Les chiffres sont pourtant faciles à interpréter :

Pour l’année 2007 – 2008, le nombre de jeunes en situation de handicap, scolarisés dans un établissement ordinaire est estimé à près de 162 100.

Le potentiel d’accompagnement créé et mobilisé au cours de l’année scolaire 2007-2008 est de plus de 19 800 emplois dont près de 17 900 peuvent se consacrer aux mesures d’accompagnement individuel décidées par les commissions des droits et de l’autonomie des personnes handicapées.

Total : 11% des enfants handicapés seulement bénéficient d’une AVS en milieu scolaire ordinaire.

Bien sur je ne jette pas l’opprobre sur l’école, la directrice ou même l’institutrice. Quand on a 30 enfants de 3 ans à gérer toute la journée, comment imaginer trouver du temps à consacrer à un enfant handicapé ?

Ce matin, la maman de Choupi’ a décroché son téléphone en tremblant, a invoqué tous les dieux du monde entier ainsi que leurs saints, et a appelé les services académiques. Les yeux sur Choupi’, elle a eu une personne au bout du fil, et avec une grosse boule dans la gorge, elle a demandé si une AVS avait bien été recrutée et si Choupi’ pourrait faire sa rentrée lui aussi.

Les Saints étaient avec eux, une AVS l’accompagnera bien pendant sa première année de maternelle, 24 heures par semaine. Mais les Dieux sont restés un peu sourds : on ne sait pas encore quand.

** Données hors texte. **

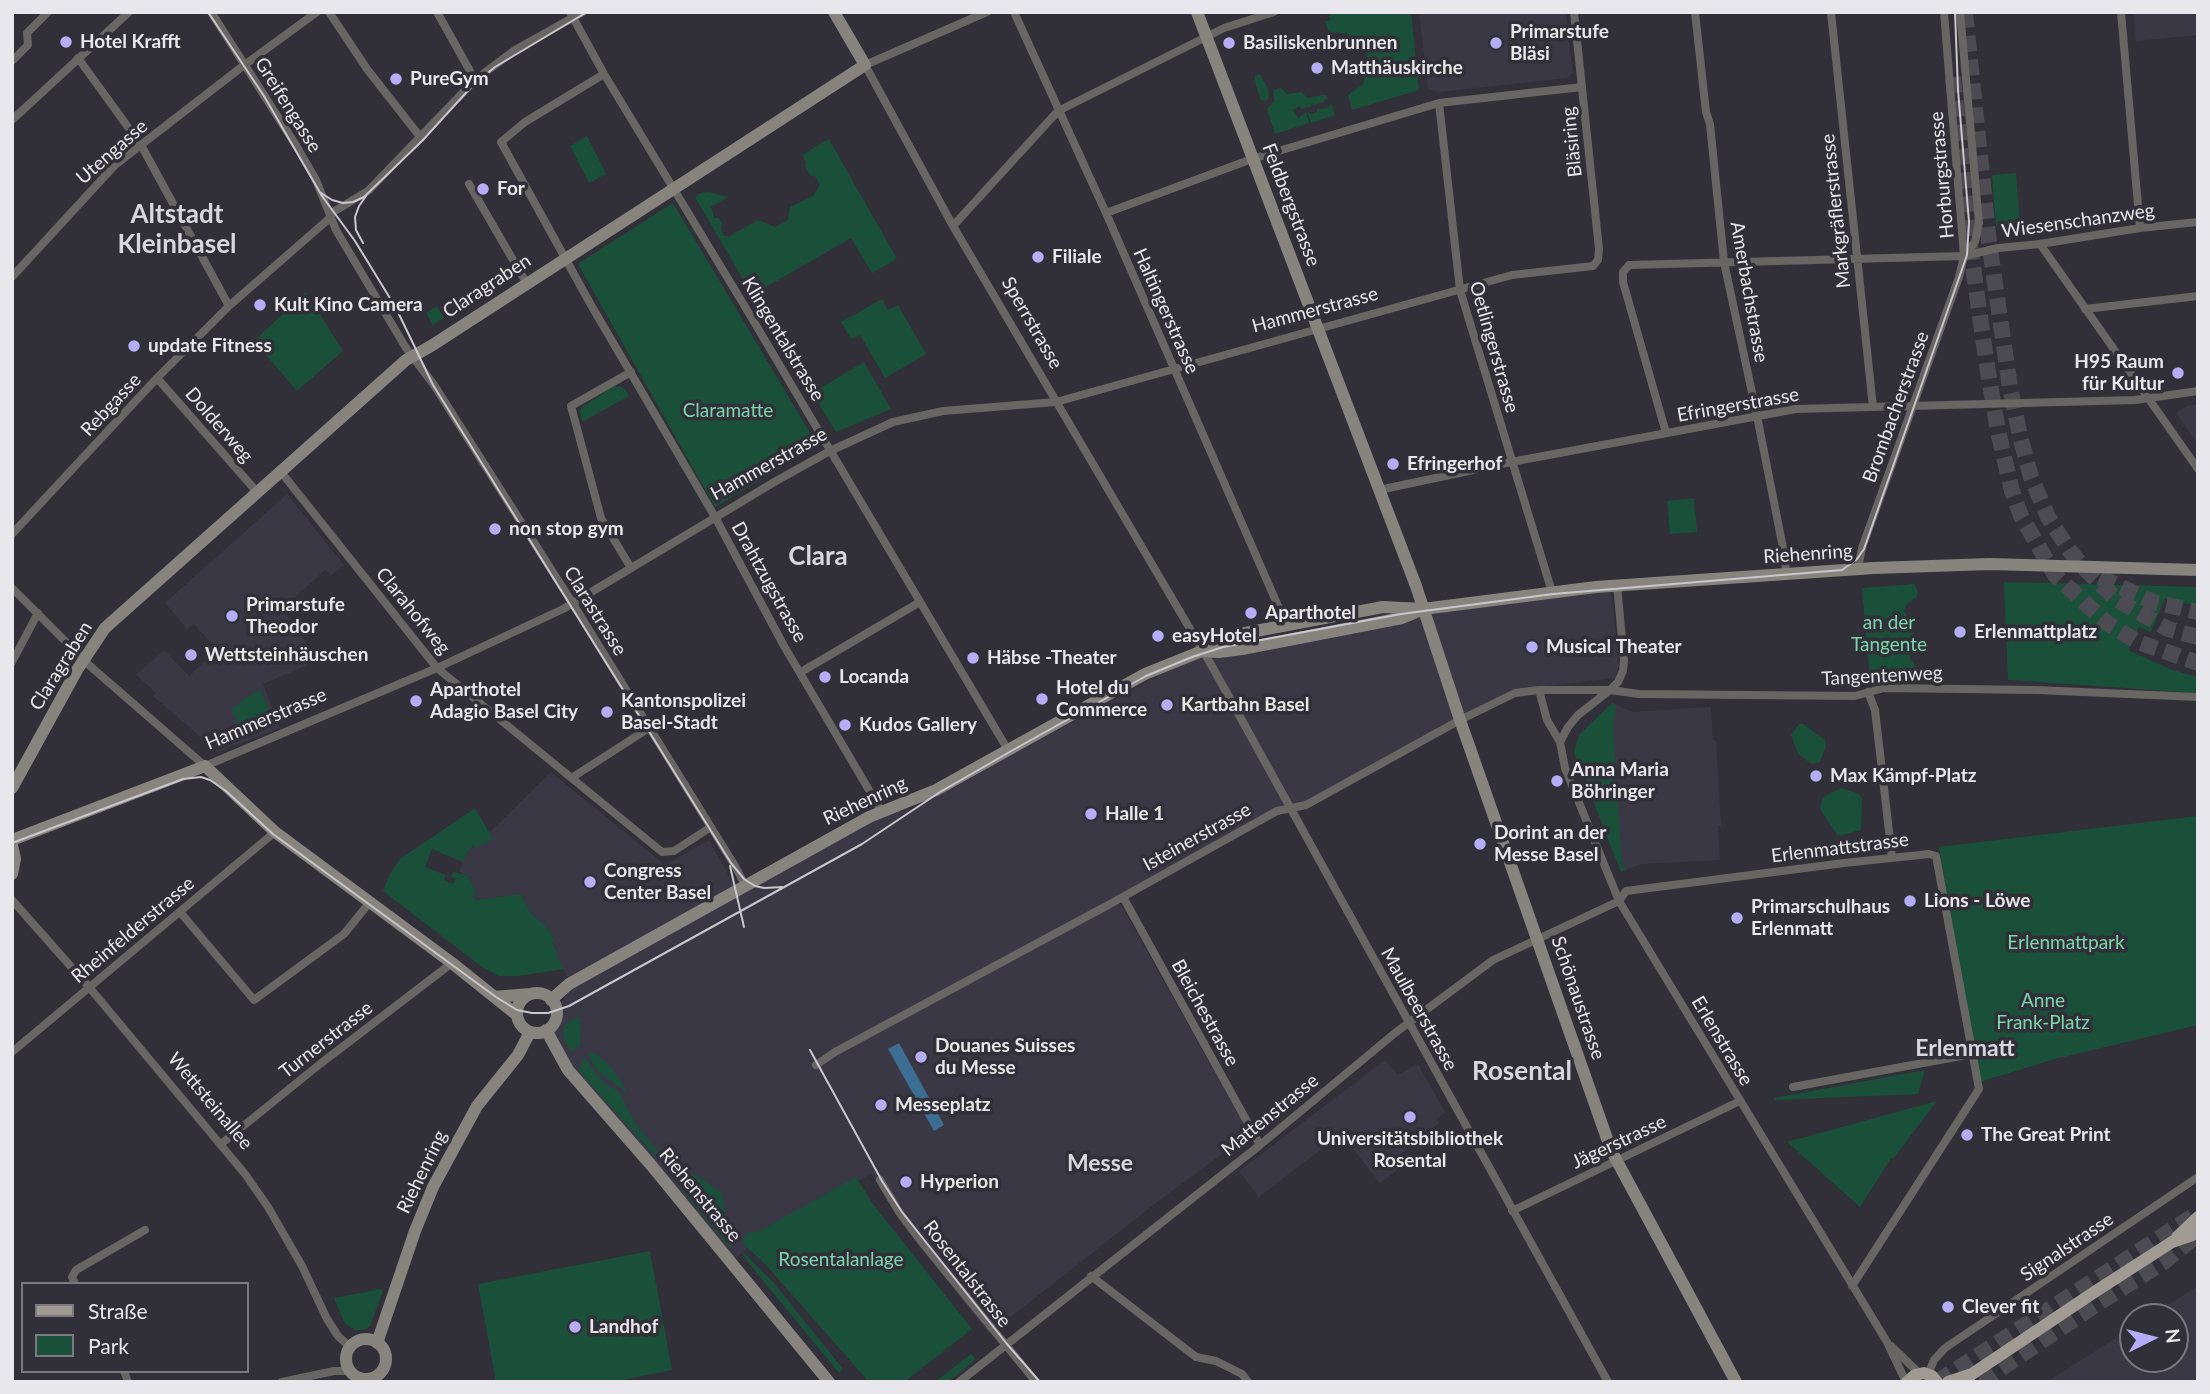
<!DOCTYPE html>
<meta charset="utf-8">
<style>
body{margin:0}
#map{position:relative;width:2210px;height:1394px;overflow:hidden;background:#312f37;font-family:Lato,sans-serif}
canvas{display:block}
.frame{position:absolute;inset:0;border:14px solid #e8e7ec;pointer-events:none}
.legend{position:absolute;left:21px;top:1282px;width:228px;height:91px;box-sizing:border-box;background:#312f37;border:2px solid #7a797f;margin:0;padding:9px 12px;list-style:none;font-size:21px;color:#e8e7ec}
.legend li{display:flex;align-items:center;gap:14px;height:35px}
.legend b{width:35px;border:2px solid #7a797f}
.north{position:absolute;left:2119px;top:1303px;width:70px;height:70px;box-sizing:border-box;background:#312f37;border:2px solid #7a797f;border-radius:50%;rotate:84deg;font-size:19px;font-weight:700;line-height:28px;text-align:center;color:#e8e7ec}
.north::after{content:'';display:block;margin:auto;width:24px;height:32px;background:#b6acf8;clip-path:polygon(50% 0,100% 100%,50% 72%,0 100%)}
</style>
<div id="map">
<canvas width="2210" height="1394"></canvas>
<div class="frame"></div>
<ul class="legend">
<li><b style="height:9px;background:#9f9b93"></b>Straße</li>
<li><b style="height:19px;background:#1a5039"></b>Park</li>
</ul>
<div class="north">N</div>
</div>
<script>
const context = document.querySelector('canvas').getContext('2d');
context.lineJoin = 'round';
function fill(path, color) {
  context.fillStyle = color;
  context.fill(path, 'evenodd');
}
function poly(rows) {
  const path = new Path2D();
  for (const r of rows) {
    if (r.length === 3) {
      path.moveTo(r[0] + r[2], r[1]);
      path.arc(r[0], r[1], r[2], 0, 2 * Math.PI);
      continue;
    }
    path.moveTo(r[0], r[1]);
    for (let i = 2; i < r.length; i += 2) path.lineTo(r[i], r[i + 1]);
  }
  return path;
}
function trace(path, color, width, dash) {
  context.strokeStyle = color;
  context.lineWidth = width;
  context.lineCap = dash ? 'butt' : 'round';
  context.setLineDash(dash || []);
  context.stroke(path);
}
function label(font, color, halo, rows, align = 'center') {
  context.font = font + ' Lato,sans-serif';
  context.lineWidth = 7;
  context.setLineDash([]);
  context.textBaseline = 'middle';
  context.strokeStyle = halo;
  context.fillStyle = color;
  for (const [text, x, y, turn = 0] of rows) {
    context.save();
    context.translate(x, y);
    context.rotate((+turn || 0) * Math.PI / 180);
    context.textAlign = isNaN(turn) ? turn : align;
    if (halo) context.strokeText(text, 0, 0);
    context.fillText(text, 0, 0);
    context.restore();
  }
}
fill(poly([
 [1419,12,1566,12,1573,73,1567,78,1439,92,1428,88],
 [2134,12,2198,12,2198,35,2136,41],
 [2198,404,2198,444,2176,413,2187,406],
 [287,494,344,565,331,575,325,570,282,609,295,624,317,661,263,684,280,728,218,752,153,696,156,693,136,675,164,650,189,676,217,650,194,624,187,629,165,603],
 [1611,591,1619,665,1615,678,1513,690,1455,718,1304,802,1275,808,1116,896,1249,1134,1157,1202,989,1334,899,1219,871,1174,759,1238,734,1260,572,1071,551,1030,565,997,574,988,555,954,558,953,552,943,555,941,547,927,531,913,521,894,475,900,473,895,476,891,467,875,459,872,467,852,475,845,492,839,489,833,551,772,665,865,709,840,739,894,876,817,914,808,1180,664,1201,657,1414,616],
 [1612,703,1633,712,1711,707,1713,740,1716,741,1721,826,1718,826,1720,860,1642,864,1621,872,1574,752,1579,735],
 [1385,1060,1398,1075,1418,1064,1445,1112,1437,1119,1439,1123,1400,1155,1406,1163,1380,1183,1341,1134,1259,1197,1239,1171],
 [2198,1286,2198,1382,2047,1382,2133,1327,2133,1359,2175,1359,2175,1317,2149,1317]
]), '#3b3846');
fill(poly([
 [1338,12,1411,12,1419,90,1352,110,1348,95,1363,84,1368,65,1367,55,1356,40,1347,34,1329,32,1325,21,1331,20,1329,15],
 [1260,74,1268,89,1269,97,1266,101,1261,100,1256,86,1255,76],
 [1281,88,1287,94,1302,92,1307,98,1322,95,1326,95,1328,99,1324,100,1324,102,1314,105,1313,103,1310,107,1301,109,1300,106,1293,110,1298,118,1306,112,1309,123,1275,134,1267,109,1274,101,1273,90],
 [1332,104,1335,115,1311,123,1307,112,1311,114,1317,112,1317,109,1329,108,1329,105],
 [587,136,606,174,589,183,570,146],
 [829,139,897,259,872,273,851,238,752,295,695,197,701,193,709,192,728,197,711,207,714,218,719,218,722,224,721,229,724,236,730,236,758,220,775,227,788,220,790,207,813,196,820,185,815,176,811,176,805,167,806,162,802,155],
 [2016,173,2020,224,1996,226,1992,175],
 [673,203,818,446,715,507,579,266,579,263],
 [306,292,343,351,297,391,254,341],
 [882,299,888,310,898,305,926,354,885,378,860,335,851,339,841,322],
 [437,306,444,318,433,325,426,313],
 [864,362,891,409,836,432,812,393],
 [619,386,625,389,629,396,582,422,580,411,582,407,613,387],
 [1694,498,1697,532,1670,534,1667,501],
 [2004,582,2198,587,2198,606,2165,599,2151,632,2139,627,2128,650,2172,670,2198,677,2198,693,2008,680],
 [1914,584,1918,591,1917,597,1906,605,1904,611,1914,629,1908,650,1911,660,1920,671,1918,678,1870,680,1862,588],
 [261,690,274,723,244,736,231,709,250,695],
 [1612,703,1616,706,1613,728,1622,863,1626,870,1621,872,1574,752,1579,735],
 [1799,724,1803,724,1825,740,1826,746,1820,762,1812,764,1798,754,1791,735],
 [1841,788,1859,794,1862,798,1861,830,1838,836,1820,809,1823,797],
 [475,808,493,839,476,848,474,845,467,852,463,862,432,849,425,867,446,875,444,880,453,884,456,879,451,877,453,872,467,875,476,891,473,897,476,900,521,894,531,913,547,927,555,941,552,943,558,953,556,955,564,969,518,976,499,976,482,967,383,891,390,874,400,859],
 [2198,816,2198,1025,2055,1059,1980,1082,1939,847],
 [578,1016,581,1020,580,1046,571,1051,564,1040,563,1031,567,1023],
 [591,1052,598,1055,607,1063,620,1079,628,1094,597,1070,588,1055],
 [584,1057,602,1081,619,1092,634,1122,660,1154,657,1158,583,1076,579,1069],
 [1925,1070,1918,1094,1775,1100,1774,1098],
 [1937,1101,1894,1158,1891,1158,1860,1207,1787,1142],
 [691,1174,698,1176,722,1193,724,1209,730,1230,687,1175],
 [683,1177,731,1239,731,1249,679,1186],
 [856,1177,873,1204,972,1329,904,1382,869,1382,765,1264,742,1243,747,1233,760,1231],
 [741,1250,774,1283,843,1369,839,1373,747,1261],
 [650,1251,672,1370,612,1382,496,1382,478,1284],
 [381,1289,383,1291,370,1326,364,1330,355,1330,345,1324,334,1298],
 [971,1354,976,1359,948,1382,935,1382]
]), '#1a5039');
fill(poly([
 [899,1043,944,1125,934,1131,888,1049]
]), '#3c6d93');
trace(poly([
 [1965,12,1989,242,2010,387,2020,436,2031,477,2048,517,2069,550,2086,570,2116,599,2168,629,2198,637],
 [1953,77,1970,245,1987,366,1998,431,2012,491,2021,516,2055,575,2107,623,2138,642,2198,663],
 [2100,577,2153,602,2198,612],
 [1937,1382,2198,1213],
 [1981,1382,2100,1302,2164,1262,2198,1234]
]), '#4c4b52', 16, [16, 8]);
trace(poly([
 [211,12,297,147,316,180,336,230,406,348,434,385,573,604,735,866,746,887],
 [329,12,367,69,421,138],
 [437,12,475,80],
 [570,12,604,74,744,305,1008,750],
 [987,12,865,65,953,226,1213,668,1608,1382],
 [1014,12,1106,213,1286,624],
 [1695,12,1706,112,1710,124,1724,262,1757,416,1785,558,1786,575],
 [1831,12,1873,407],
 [1960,12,1979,223,1975,242,1964,256],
 [2121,12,2140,228],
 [78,58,141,145,229,306],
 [12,61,28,45,27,33,48,12],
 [604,74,525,122,501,142,591,305,715,517,784,646,882,812],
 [1439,103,1460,290,1552,592],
 [12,120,129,12],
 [469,184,527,284],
 [1106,213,1252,159,1439,103,1582,87],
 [953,226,1058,111,1224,28,1274,12],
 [2040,244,2198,469],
 [12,277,115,165,243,66,317,12],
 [2085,309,2198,296],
 [631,372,571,406,601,518,631,568],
 [157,378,257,492],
 [1666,433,1623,282,1623,272,1629,265,1964,256,1998,248,2040,244,2140,228,2198,222],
 [281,472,437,668,662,852,674,851,711,827],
 [1379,490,1511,462,1796,409,2135,400,2198,391],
 [12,534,157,378,229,306,331,217,333,212,368,191,475,80,515,50,583,12],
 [1858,569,1862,548,1959,277,1964,256,1944,12],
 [1617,585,1624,660,1623,671,1618,682,1610,690,1578,715,1568,727,1560,742,1565,768,1619,901,1887,1342,1906,1382],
 [12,588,90,666,205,766,437,668,563,609,776,481,830,451,893,422,943,411,1056,402,1512,275,1593,266,1598,260,1599,249,1574,12],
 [12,662,38,613],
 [801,672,920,602],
 [1539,690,1547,720,1560,742],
 [1868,692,1875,710,1892,857],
 [573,777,649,728],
 [1123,897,1260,1145],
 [12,900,89,987,245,1174,268,1207,302,1266,327,1319,338,1336,350,1347],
 [180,912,254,1000,344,934,370,902],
 [12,1052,275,832],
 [816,1065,835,1052,1110,904,1277,811,1306,805,1460,720,1515,693,1539,690,1610,690,1639,694,1855,696,1884,688,2036,690,2198,697],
 [1793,1087,1972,1054],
 [221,1144,320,1064,452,963],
 [880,1180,899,1212,924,1245,1036,1382],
 [1512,1211,1740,1101],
 [1091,1276,1196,1357,1216,1361,1242,1374,1248,1382],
 [75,1284,72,1277,76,1270,145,1230],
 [1891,1346,1919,1373],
 [124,1371,128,1382],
 [1928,1374,1934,1360,1945,1348,2198,1177],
 [282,1382,334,1371,349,1371],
 [959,1382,1260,1145,1395,1033,1493,960,1619,901,1626,891,1844,863,1929,854,1936,856,1979,1089,1852,1286]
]), '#686662', 8);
trace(poly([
 [1197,12,1416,586,1460,720,1611,1150,1736,1382],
 [1202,651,1219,652,1242,649,1402,618,1421,610],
 [12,788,77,670,105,628,406,360,431,346,865,65,834,12],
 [12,840,205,766,275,832,452,963,517,1015],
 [12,845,15,859,12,874],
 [537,1013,20],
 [494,997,531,994],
 [551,1000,569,984,869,817,936,790,1145,674,1202,651,1216,640,1240,634,1383,607,1423,609,1596,587,1874,568,1990,564,2198,570],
 [546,1030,568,1070,651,1165,829,1382],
 [366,1359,20],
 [377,1343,415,1231,433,1187,477,1106,518,1055,530,1032]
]), '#87847e', 12);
trace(poly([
 [2177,1237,2198,1217],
 [1907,1382,1915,1375,1924,1373,1932,1376,1937,1382],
 [1948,1382,1972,1374],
 [1964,1382,1972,1374,2096,1291,2172,1242,2198,1233]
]), '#9f9b93', 12);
trace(poly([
 [208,12,264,96,322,196,355,241,396,308,433,385,731,863,744,879,755,886,764,888,782,887],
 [321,193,332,200,343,203,353,202,364,197,423,140,474,84,495,67,587,12],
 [363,243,356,230,355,217,359,206,366,196],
 [12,843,183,779,201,777,210,780,226,791,273,834,496,997,517,1010,532,1013,548,1013,569,1006,862,844,940,792,1013,750,1146,676,1192,657,1223,647,1401,614,1553,594,1842,570,1857,559,1864,549,1967,255,1969,222,1958,90,1955,12],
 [730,866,744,927],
 [810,1050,882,1181,902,1212,1007,1344,1040,1382]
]), '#c9c7cd', 2);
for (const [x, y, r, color] of [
 [66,42,7,"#b6acf8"],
 [1229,43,7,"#b6acf8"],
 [1496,43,7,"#b6acf8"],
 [1317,68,7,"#b6acf8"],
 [396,79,7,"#b6acf8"],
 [483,189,7,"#b6acf8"],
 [1038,257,7,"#b6acf8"],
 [260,305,7,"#b6acf8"],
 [134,346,7,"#b6acf8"],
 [2178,373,7,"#b6acf8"],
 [1393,464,7,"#b6acf8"],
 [495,529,7,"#b6acf8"],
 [1251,613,7,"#b6acf8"],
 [232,616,7,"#b6acf8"],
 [1960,632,7,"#b6acf8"],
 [1158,636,7,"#b6acf8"],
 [1532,647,7,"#b6acf8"],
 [191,655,7,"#b6acf8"],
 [973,658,7,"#b6acf8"],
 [825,677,7,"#b6acf8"],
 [1042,699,7,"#b6acf8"],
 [416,701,7,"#b6acf8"],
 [1167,705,7,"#b6acf8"],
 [607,712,7,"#b6acf8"],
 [845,725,7,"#b6acf8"],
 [1816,776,7,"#b6acf8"],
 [1557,781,7,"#b6acf8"],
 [1091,814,7,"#b6acf8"],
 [1480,844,7,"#b6acf8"],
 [590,882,7,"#b6acf8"],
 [1910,901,7,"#b6acf8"],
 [1737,918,7,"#b6acf8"],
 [921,1057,7,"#b6acf8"],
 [881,1105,7,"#b6acf8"],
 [1410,1117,7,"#b6acf8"],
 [1967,1135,7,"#b6acf8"],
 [906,1182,7,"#b6acf8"],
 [1948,1307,7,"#b6acf8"],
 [575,1327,7,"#b6acf8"]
]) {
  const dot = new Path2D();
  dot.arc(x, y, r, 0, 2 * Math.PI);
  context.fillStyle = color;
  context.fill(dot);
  trace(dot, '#312f37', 2.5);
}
label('bold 19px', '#e8e7ec', '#312f37', [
 ["Primarstufe",1510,32],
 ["Bläsi",1510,54],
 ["Hotel Krafft",80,42],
 ["Basiliskenbrunnen",1243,43],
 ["Matthäuskirche",1331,68],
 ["PureGym",410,79],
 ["For",497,189],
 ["Filiale",1052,257],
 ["Kult Kino Camera",274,305],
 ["update Fitness",148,346],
 ["H95 Raum",2164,362,"right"],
 ["für Kultur",2164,384,"right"],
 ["Efringerhof",1407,464],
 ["non stop gym",509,529],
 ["Primarstufe",246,605],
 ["Theodor",246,627],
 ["Aparthotel",1265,613],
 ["Erlenmattplatz",1974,632],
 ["easyHotel",1172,636],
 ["Musical Theater",1546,647],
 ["Wettsteinhäuschen",205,655],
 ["Häbse -Theater",987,658],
 ["Locanda",839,677],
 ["Hotel du",1056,688],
 ["Commerce",1056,710],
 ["Aparthotel",430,690],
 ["Adagio Basel City",430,712],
 ["Kantonspolizei",621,701],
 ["Basel-Stadt",621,723],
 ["Kartbahn Basel",1181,705],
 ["Kudos Gallery",859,725],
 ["Anna Maria",1571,770],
 ["Böhringer",1571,792],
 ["Max Kämpf-Platz",1830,776],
 ["Halle 1",1105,814],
 ["Dorint an der",1494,833],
 ["Messe Basel",1494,855],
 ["Congress",604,871],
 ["Center Basel",604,893],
 ["Lions - Löwe",1924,901],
 ["Primarschulhaus",1751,907],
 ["Erlenmatt",1751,929],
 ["Douanes Suisses",935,1046],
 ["du Messe",935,1068],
 ["Messeplatz",895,1105],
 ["The Great Print",1981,1135],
 ["Universitätsbibliothek",1410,1139,"center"],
 ["Rosental",1410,1161,"center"],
 ["Hyperion",920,1182],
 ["Clever fit",1962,1307],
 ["Landhof",589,1327]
], 'left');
label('19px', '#e8e7ec', '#312f37', [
 ["Greifengasse",288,105,58],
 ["Bläsiring",1572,142,-96],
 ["Utengasse",112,152,-41],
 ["Horburgstrasse",1942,175,-95],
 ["Feldbergstrasse",1291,205,69],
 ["Markgräflerstrasse",1836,211,-96],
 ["Wiesenschanzweg",2078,221,-8],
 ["Claragraben",487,286,-33],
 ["Amerbachstrasse",1749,292,80],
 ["Hammerstrasse",1315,310,-15],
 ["Haltingerstrasse",1166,311,66],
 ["Sperrstrasse",1032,323,60],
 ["Klingentalstrasse",783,339,59],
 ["Oetlingerstrasse",1494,347,74],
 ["Rebgasse",111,405,-47],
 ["Efringerstrasse",1738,405,-10],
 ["Brombacherstrasse",1896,407,-70],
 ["Dolderweg",219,425,49],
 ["Hammerstrasse",769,464,-29],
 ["Riehenring",1808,554,-4],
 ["Drahtzugstrasse",769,582,61],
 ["Clarahofweg",413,611,51],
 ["Clarastrasse",595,611,58],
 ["Claragraben",61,666,-58],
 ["Tangentenweg",1882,676,-3],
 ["Hammerstrasse",266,719,-23],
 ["Riehenring",865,801,-25],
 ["Isteinerstrasse",1197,837,-29],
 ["Erlenmattstrasse",1840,848,-7],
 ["Rheinfelderstrasse",133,930,-40],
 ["Schönaustrasse",1578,998,71],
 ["Maulbeerstrasse",1419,1009,61],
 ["Bleichestrasse",1205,1013,61],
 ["Turnerstrasse",326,1040,-38],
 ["Erlenstrasse",1722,1041,59],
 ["Wettsteinallee",210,1101,50],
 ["Mattenstrasse",1270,1115,-39],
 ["Jägerstrasse",1619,1142,-25],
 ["Riehenring",422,1172,-64],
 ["Riehenstrasse",700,1195,50],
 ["Signalstrasse",2067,1247,-34],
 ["Rosentalstrasse",967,1274,52]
]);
label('19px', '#79d7ab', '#312f37', [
 ["Claramatte",728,411],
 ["an der",1889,623],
 ["Tangente",1889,645],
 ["Erlenmattpark",2066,943],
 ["Anne",2043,1001],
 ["Frank-Platz",2043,1023],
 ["Rosentalanlage",841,1260]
]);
label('bold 23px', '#d8d6e0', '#312f37', [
 ["Erlenmatt",1965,1049],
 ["Messe",1100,1164]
]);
label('bold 26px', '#d8d6e0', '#312f37', [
 ["Altstadt",177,215],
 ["Kleinbasel",177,245],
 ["Clara",818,557],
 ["Rosental",1522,1072]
]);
</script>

La directrice de l’école a tout de même quitté sa faille spatio-temporelle et accepté de prendre Choupi’ pour la rentrée, même sans AVS, même avec des problèmes de propreté.

Pour autant, même si cette histoire se termine plutôt bien, le flou artistique qui se dégage du recrutement et de la formation des AVS, de leur nombre et de leur type de contrat, laisse penser que la scolarisation des enfants handicapés en milieu scolaire est loin d’être gagnée.

Pour certains enfants qui sont trop en décalage, les CLIS, classes spécifiques pour enfants handicapés, avec passerelle vers des classes ordinaires, sont un très bel outil, mais le problème de leur nombre et du recrutement des professionnels dans ces classes est aussi bien en-deça de ce qu’il faudrait pour donner une chance à tous de s’épanouir, de satisfaire leur curiosité, leur soif d’apprendre et d’avoir une vie sociale !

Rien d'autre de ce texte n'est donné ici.